The objective of the fourth chapter is to investigate the role that the surface geometry and spatial frequency plays in the diffusion bonding of cold-rolled surfaces. Diffusion bonding is used to produce compact heat exchangers in a wide variety of materials for many different energy applications. The diffusion bonding process uses high temperature and contact pressure on the two faying sufaces to eliminate pores, or voids, stranded between them. Compact heat exchangers are difficult to diffusion bond as they consist of a stack of laminae with interal channel geometries, which cause non-uniform contact pressure throughout the stack. This variability in contact pressure can cause malformed channels and joint porosity, reducing joint strength and hermeticity and compromising the safety, reliability and performance of the heat exchangers. Several diffusion bonding models exists for ground surfaces, that can predict the resulting percent bonded area (PBA) based on faying surface conditions and diffusion bonding process parameters. Results from these models for non-ground surfaces have shown standard deviations as high as \textpm 25\% percent bonded area on values ranging from 25\% to ~100\% percent bonded area suggesting a lack of fundamental understanding of surface geometry effects on the diffusion bonding process.

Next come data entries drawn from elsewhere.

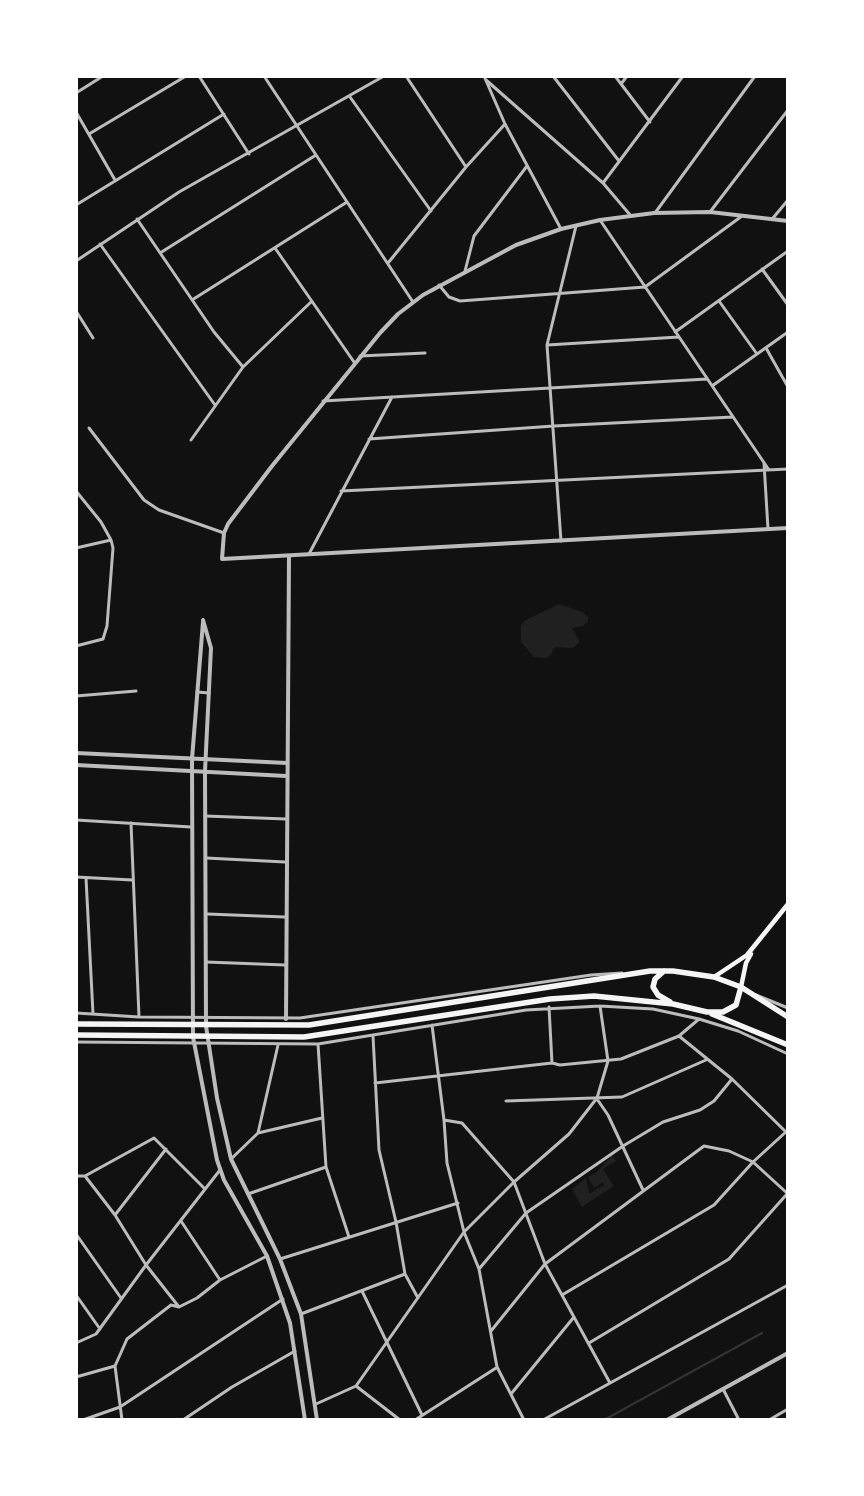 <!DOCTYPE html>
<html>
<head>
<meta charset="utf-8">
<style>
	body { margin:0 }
	#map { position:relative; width:864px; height:1496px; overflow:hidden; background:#111; font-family:"Playfair Display",serif }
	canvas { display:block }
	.frame { position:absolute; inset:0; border:78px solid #fff; pointer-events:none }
</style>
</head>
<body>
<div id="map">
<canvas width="864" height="1496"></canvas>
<div class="frame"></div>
</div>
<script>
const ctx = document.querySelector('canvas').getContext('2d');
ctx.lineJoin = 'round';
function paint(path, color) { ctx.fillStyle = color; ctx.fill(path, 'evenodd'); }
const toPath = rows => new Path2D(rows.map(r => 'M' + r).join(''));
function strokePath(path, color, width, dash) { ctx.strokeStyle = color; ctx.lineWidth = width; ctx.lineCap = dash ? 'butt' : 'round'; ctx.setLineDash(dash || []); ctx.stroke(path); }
paint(toPath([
	[559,604,582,612,588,617,588,622,583,626,572,628,580,642,573,648,555,647,550,656,545,658,534,657,521,642,521,626,524,621],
	[612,1155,616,1161,603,1169,614,1186,582,1207,572,1189,586,1178,589,1194,604,1185,603,1182,594,1188,588,1177,597,1172]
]), '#202020');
strokePath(toPath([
	[604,1420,762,1333]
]), '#333', 2);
strokePath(toPath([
	[199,76,249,154],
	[264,76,413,302],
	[406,76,466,167],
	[484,76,505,124,561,229],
	[553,76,619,161],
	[615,76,650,122],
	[486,80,603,183,631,216],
	[621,84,627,76],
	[76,93,103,76],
	[350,97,431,211],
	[76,112,115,180],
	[89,134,186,76],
	[603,183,683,76],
	[76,205,224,114],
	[710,212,788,110],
	[655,213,755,76],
	[773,218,788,200],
	[137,219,214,332,243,367],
	[600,220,769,470],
	[100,244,215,405],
	[275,248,354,362],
	[160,253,316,155],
	[76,261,179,192,384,76],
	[388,263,466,167,505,124],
	[762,269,788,305],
	[465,271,474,236,527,166],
	[439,285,449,297,460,301,645,287,742,216],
	[192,300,347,202],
	[719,301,757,354],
	[76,311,93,338],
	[675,332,788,251],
	[547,345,679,337],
	[766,348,788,387],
	[360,356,425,353],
	[712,386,788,332],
	[323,401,707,379],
	[89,428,144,500,159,510,224,533],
	[369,439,554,426,733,417],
	[191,440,243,367,311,302],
	[764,463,768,529],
	[76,491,101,522,111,540,113,548,107,626,103,639,76,646],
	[341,491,788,469],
	[561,541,547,345,576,226],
	[76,548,111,540],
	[309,554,392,397],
	[197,692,209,693],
	[76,696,136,691],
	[205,816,286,819],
	[76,820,191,827],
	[131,823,139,1017],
	[206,858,285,862],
	[76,877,132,880],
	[86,878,93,1014],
	[207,914,285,917],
	[206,962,285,965],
	[756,995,788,1008],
	[549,1007,552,1063],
	[76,1013,139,1017,300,1018,591,975,622,973],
	[432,1025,444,1120,447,1163,464,1232,479,1269,497,1367,524,1420],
	[373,1036,379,1150,396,1222,405,1274,418,1298],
	[679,1036,732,1079,786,1132],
	[76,1042,318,1044,526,1010,600,1006,653,1009,699,1019,738,1031,788,1054],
	[318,1044,326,1167,349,1237],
	[375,1083,552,1063,560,1065,621,1059,679,1036,699,1019],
	[597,1099,608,1115,643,1190],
	[506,1101,622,1097,706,1060],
	[444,1120,462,1123,514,1182,545,1264,610,1383],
	[258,1133,322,1118],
	[231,1159,258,1133,278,1045],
	[76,1176,85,1176,154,1138,205,1189],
	[85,1176,115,1215,146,1265,179,1307],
	[248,1194,326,1167],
	[115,1215,166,1149],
	[181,1221,220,1280],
	[76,1234,121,1298],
	[280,1259,458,1203],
	[479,1269,526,1213,623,1146,663,1122,700,1110,714,1101,732,1079],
	[362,1291,422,1415],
	[76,1295,100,1329],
	[562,1295,714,1205,753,1162,788,1130],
	[301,1314,405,1274],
	[491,1331,545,1264,704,1146,729,1151,753,1162,788,1194],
	[76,1343,96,1334,146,1265,220,1170],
	[589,1343,729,1259,787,1194],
	[76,1377,115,1366],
	[356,1386,400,1420],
	[723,1389,739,1420],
	[511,1394,574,1317],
	[316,1404,356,1386,464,1232,514,1182,569,1134,597,1098,608,1061,600,1006],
	[83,1420,120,1407,283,1299],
	[122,1420,115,1366,127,1339,171,1305,179,1307,197,1298,220,1280,267,1256],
	[183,1420,232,1387,295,1351],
	[415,1420,496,1368],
	[543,1420,788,1285],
	[769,1420,788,1409]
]), '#bcbcbc', 3);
strokePath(toPath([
	[788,221,710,212,654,213,600,220,561,229,516,245,423,295,398,314,380,333,272,466,228,524,224,533,222,559,788,528],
	[203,620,211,648,205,771,206,1026,217,1098,231,1159,280,1259,301,1314,317,1420],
	[203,622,192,759,193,1037,217,1160,224,1180,267,1256,290,1323,305,1420],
	[76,753,287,763],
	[76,765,286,776],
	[286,1019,289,556],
	[667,1420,788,1353]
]), '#bcbcbc', 4);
strokePath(toPath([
	[714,977,747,955,788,904],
	[741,987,746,963,751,954]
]), '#f5f5f5', 4.5);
strokePath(toPath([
	[664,971,655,979,653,987,658,995,670,1002],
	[712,1014,788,1045],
	[76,1024,309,1025,650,971,673,971,714,977,741,987,788,1017],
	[76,1035,304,1037,550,999,594,996,673,1004,707,1012,723,1012,736,1005,741,987]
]), '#f5f5f5', 5.5);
</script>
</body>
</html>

Thin 316 stainless steel coupons with both ground and cold-rolled surfaces were extensively characterized using scanning white light interferometry prior to diffusion bonding. Next, the coupons were diffusion bonding to smooth chemomechanically-polished 316 stainless steel samples. Metallography was performed on the diffusion bonding bondline in order to compare the PBA to expected results based on diffusion bonding models from the literature. Finite element analysis is used to gain insights into the effect of plastic dislocation on pore geometries at the start of the diffusion bonding process. New surface metrics are proposed for improving PBA predictions for cold-rolled surfaces.